Rentowność polskich 10-letnich obligacji wróciła w okolice 4 proc., znosząc wcześniejszą zniżkę, a eurozłoty nie zdołał utrzymać czwartkowego spadku pod 4,28 i wzrósł w końcówce europejskiej sesji bliżej 4,30. Piątkowe ruchy nie oznaczają jednak, że komunikat EBC z czwartku miał jedynie krótkotrwały efekt. M. Draghi raczej utrzyma w najbliższym czasie swoją gołębią retorykę, co będzie dalej kontrastowało zarówno z planami Fedu na zmniejszenie ekspansywności polityki pieniężnej, jak i z deklaracją RPP o zakończeniu cyklu obniżek stóp procentowych.

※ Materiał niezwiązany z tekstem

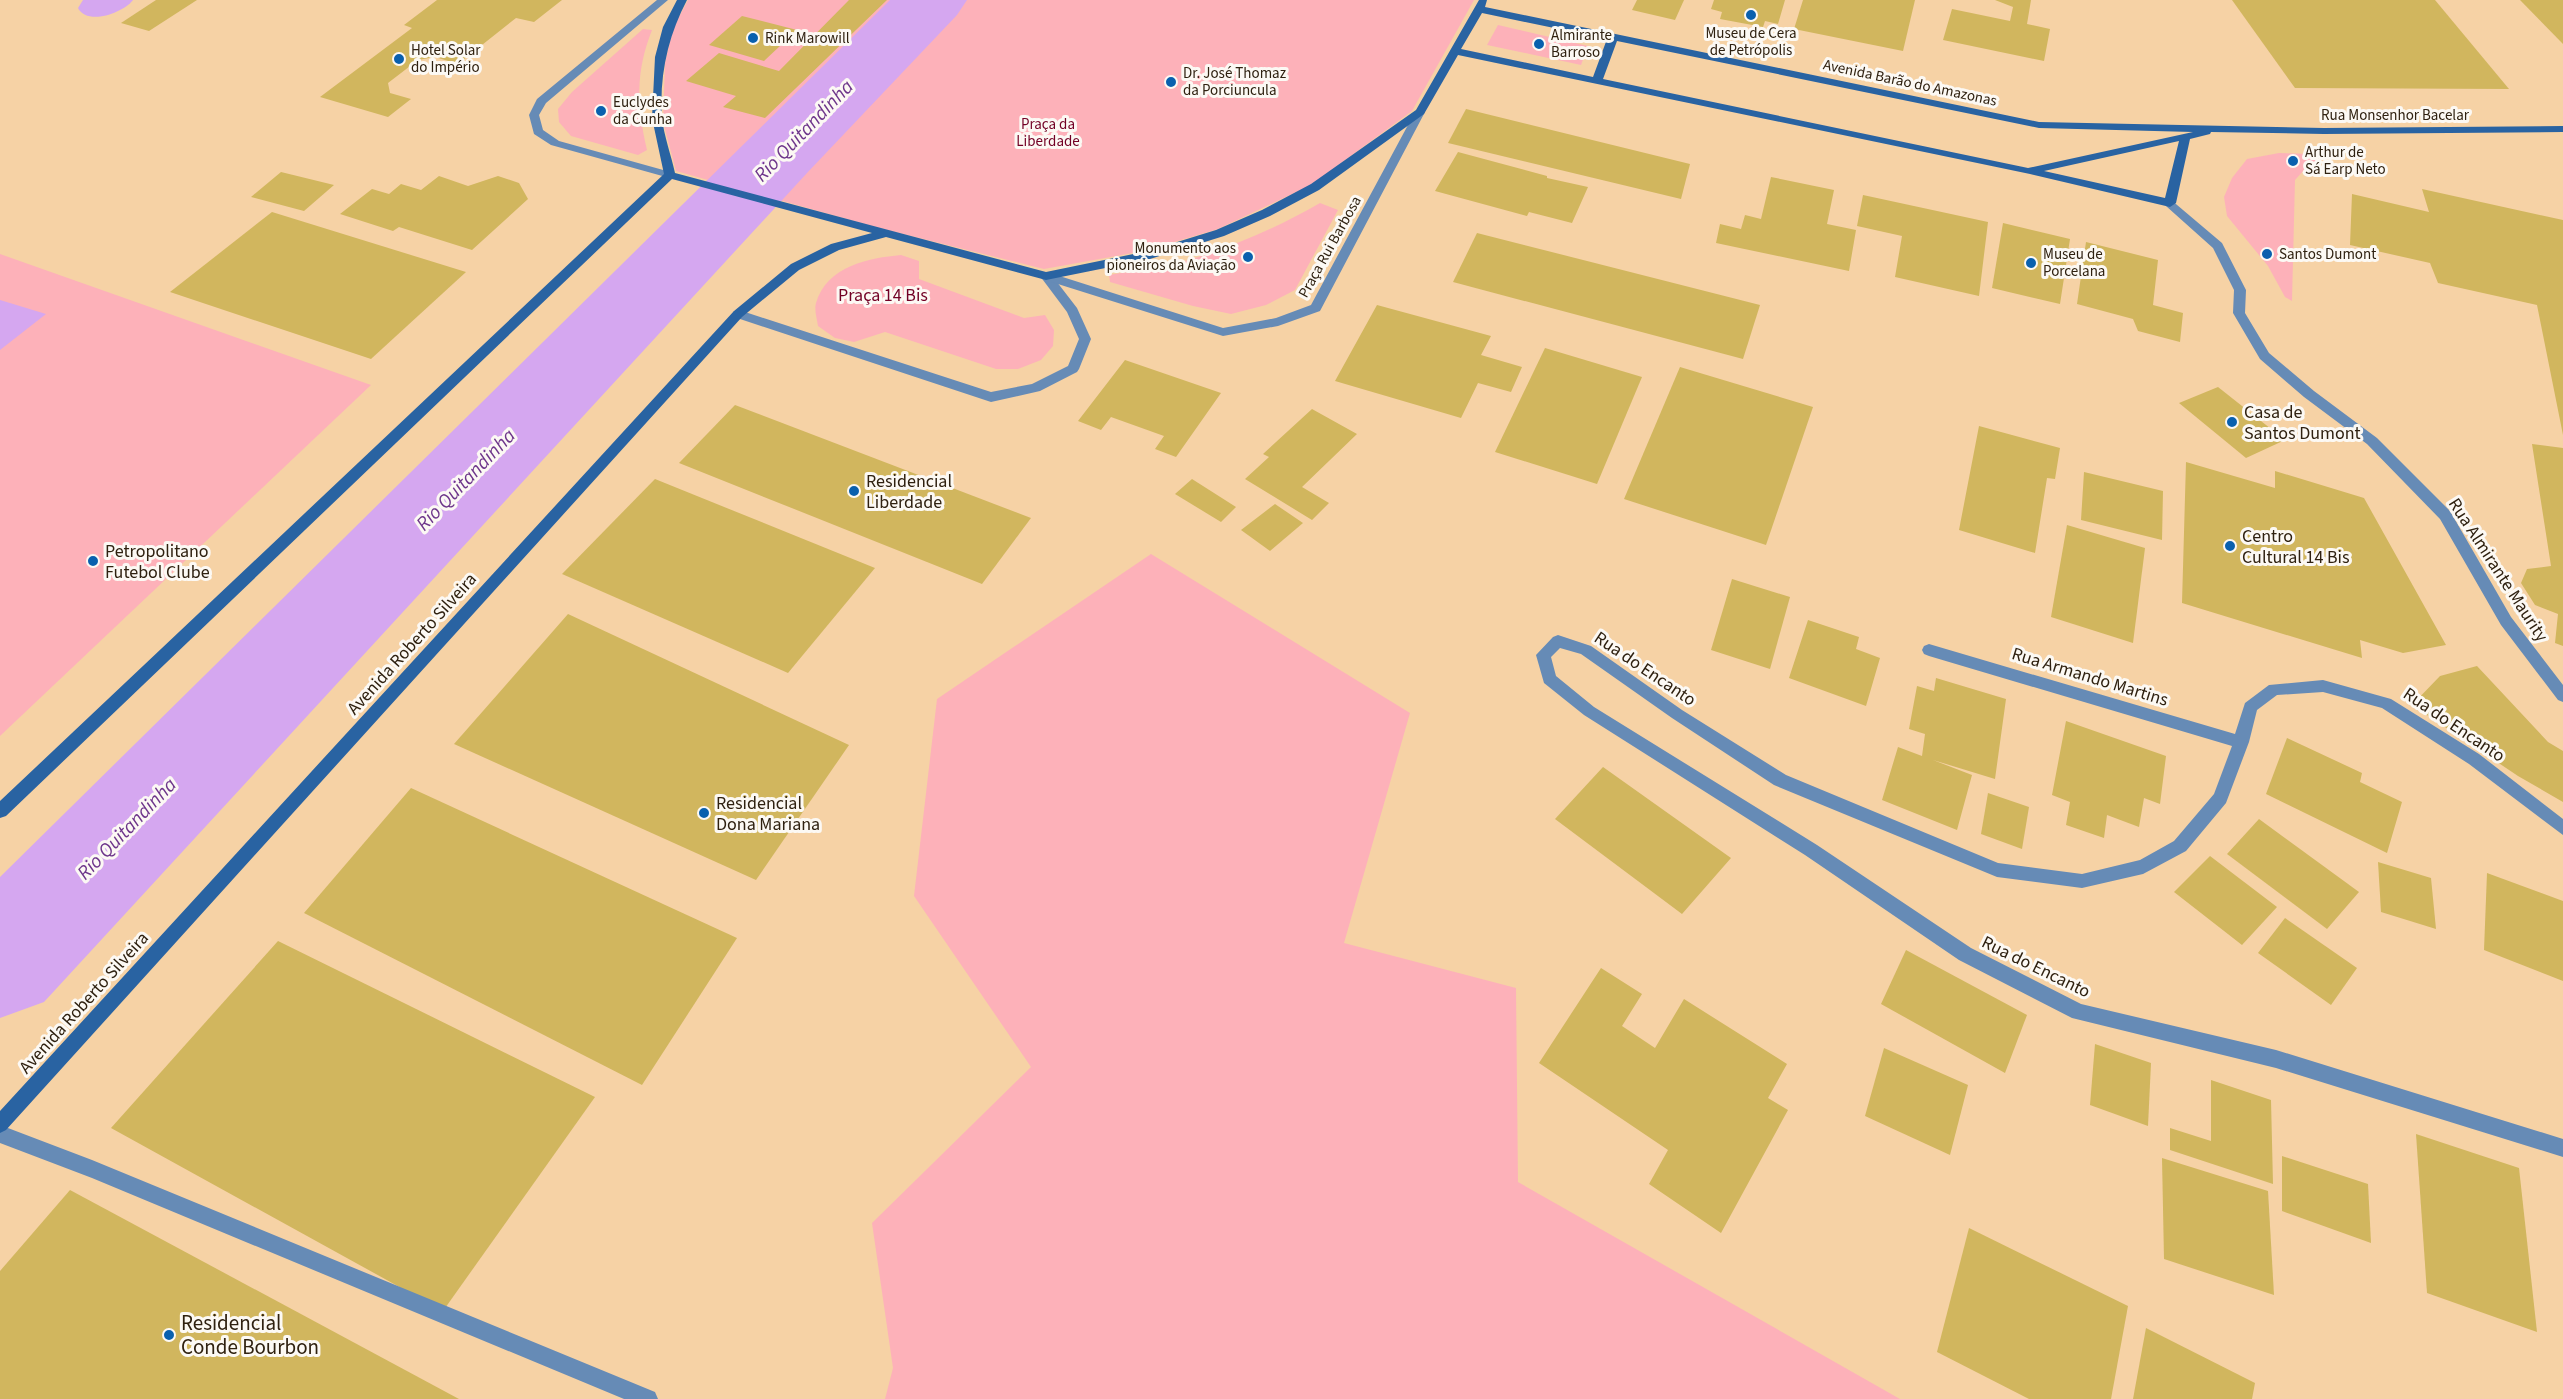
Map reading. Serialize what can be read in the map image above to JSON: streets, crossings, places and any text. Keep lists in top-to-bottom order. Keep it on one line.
{"streets":{"main road":["Avenida Barão do Amazonas","Rua Monsenhor Bacelar","Avenida Roberto Silveira"],"street":["Praça Rui Barbosa","Rua Almirante Maurity","Rua do Encanto","Rua Armando Martins"]},"crossings":[["Avenida Barão do Amazonas","Rua Monsenhor Bacelar"],["Rua do Encanto","Rua Armando Martins"]],"water":["Rio Quitandinha"],"parks":["Praça da Liberdade","Praça 14 Bis"],"places":["Museu de Cera de Petrópolis","Rink Marowill","Almirante Barroso","Hotel Solar do Império","Dr. José Thomaz da Porciuncula","Euclydes da Cunha","Arthur de Sá Earp Neto","Santos Dumont","Monumento aos pioneiros da Aviação","Museu de Porcelana","Casa de Santos Dumont","Residencial Liberdade","Centro Cultural 14 Bis","Petropolitano Futebol Clube","Residencial Dona Mariana","Residencial Conde Bourbon"]}
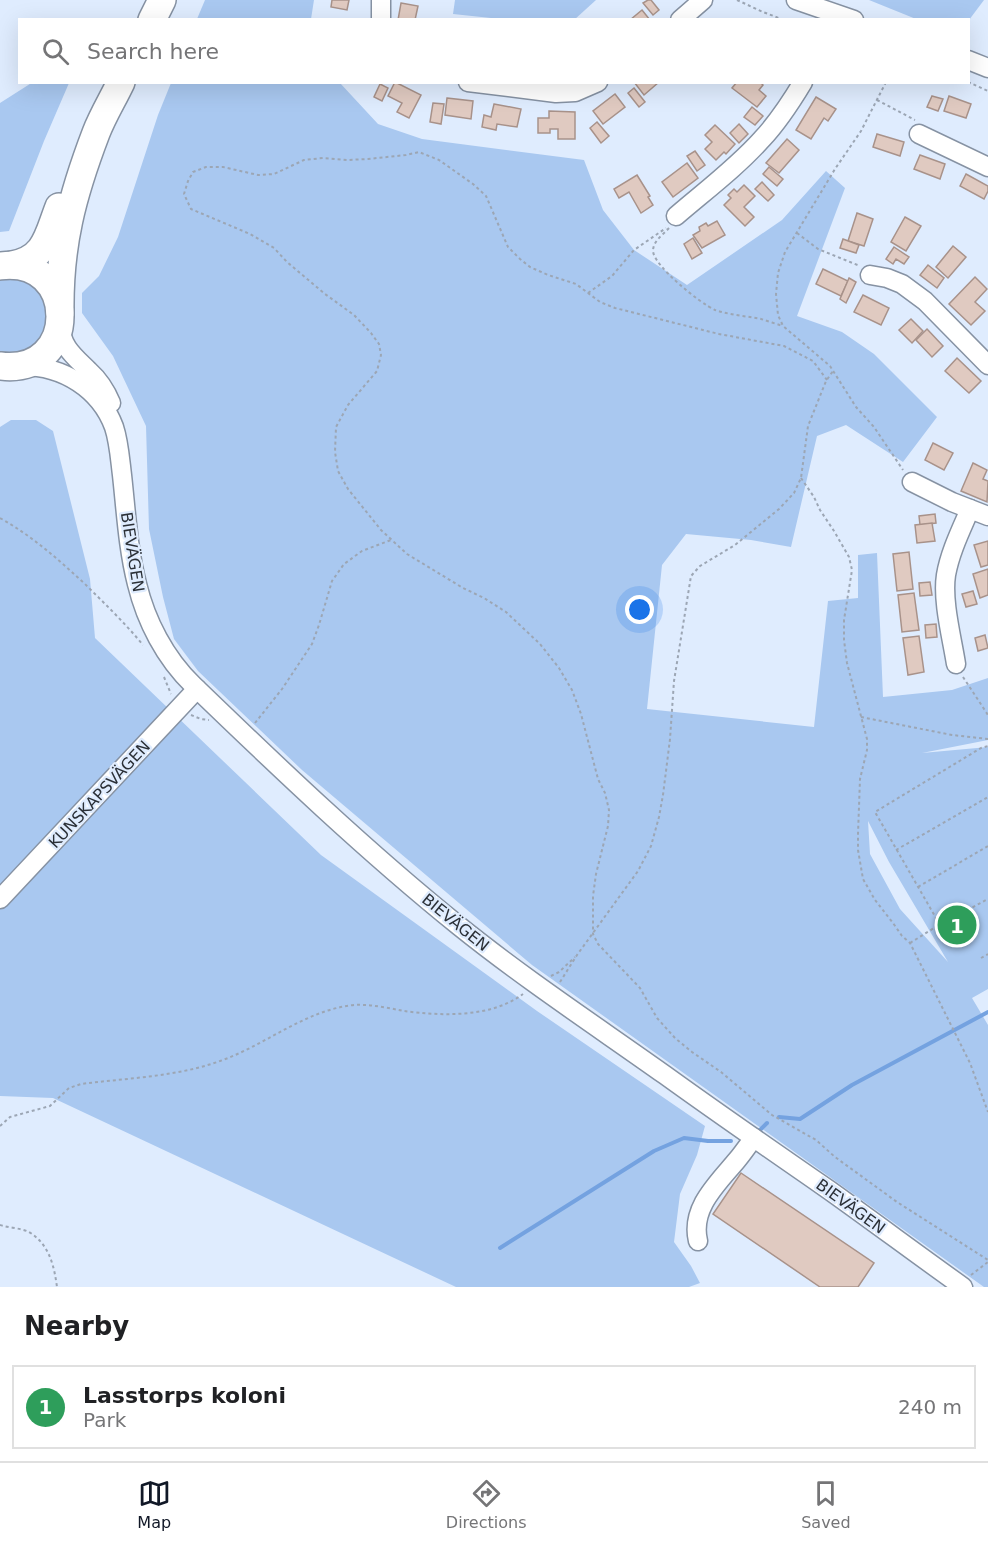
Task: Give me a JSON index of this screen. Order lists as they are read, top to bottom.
{
  "streets": {
    "street": ["BIEVÄGEN", "KUNSKAPSVÄGEN"]
  },
  "crossings": [
    ["BIEVÄGEN", "KUNSKAPSVÄGEN"]
  ],
  "page": {
    "search": "Search here",
    "pins": "1",
    "heading": "Nearby",
    "list": [
      {
        "mark": "1",
        "name": "Lasstorps koloni",
        "note": "Park",
        "value": "240 m"
      }
    ],
    "nav": ["Map", "Directions", "Saved"]
  }
}
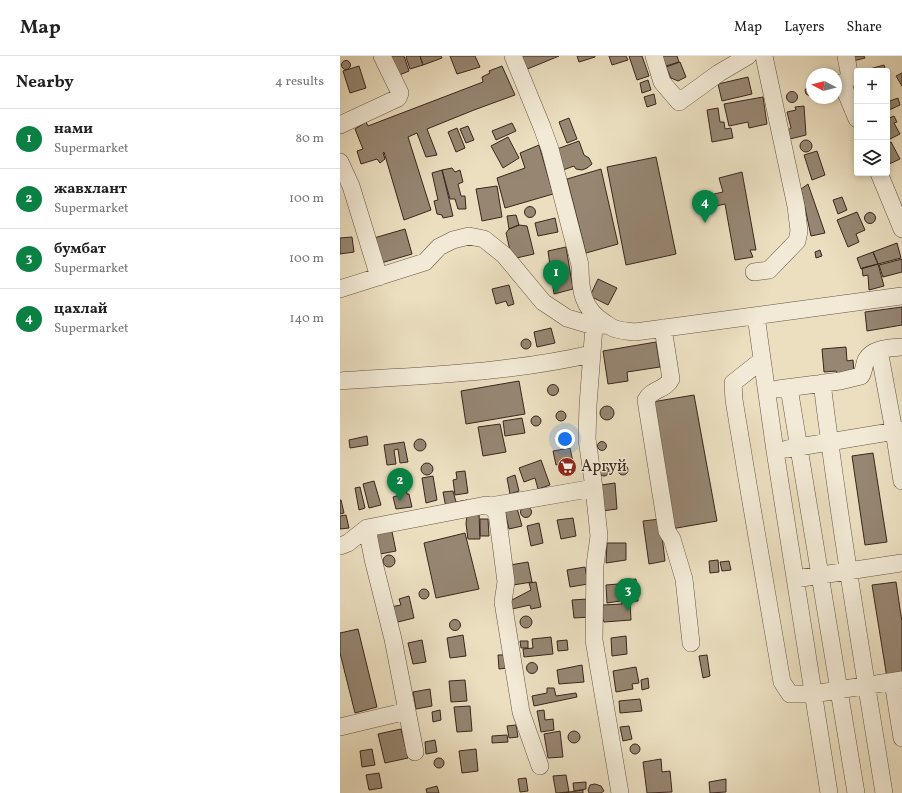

Nawet jeśli ryzyko ograniczenia programu QE3 w USA nadal będzie szkodziło notowaniom złotego i polskich obligacji, to nastawienie EBC powinno łagodzić ten efekt. Tym bardziej że przełoży się ono na niższy poziom rentowności niemieckich bundów, z którymi dodatnio skorelowane są polskie obligacje. To zaś powinno osłabić presję wzrostową rentowności, jak i ograniczać przestrzeń do osłabienia złotego.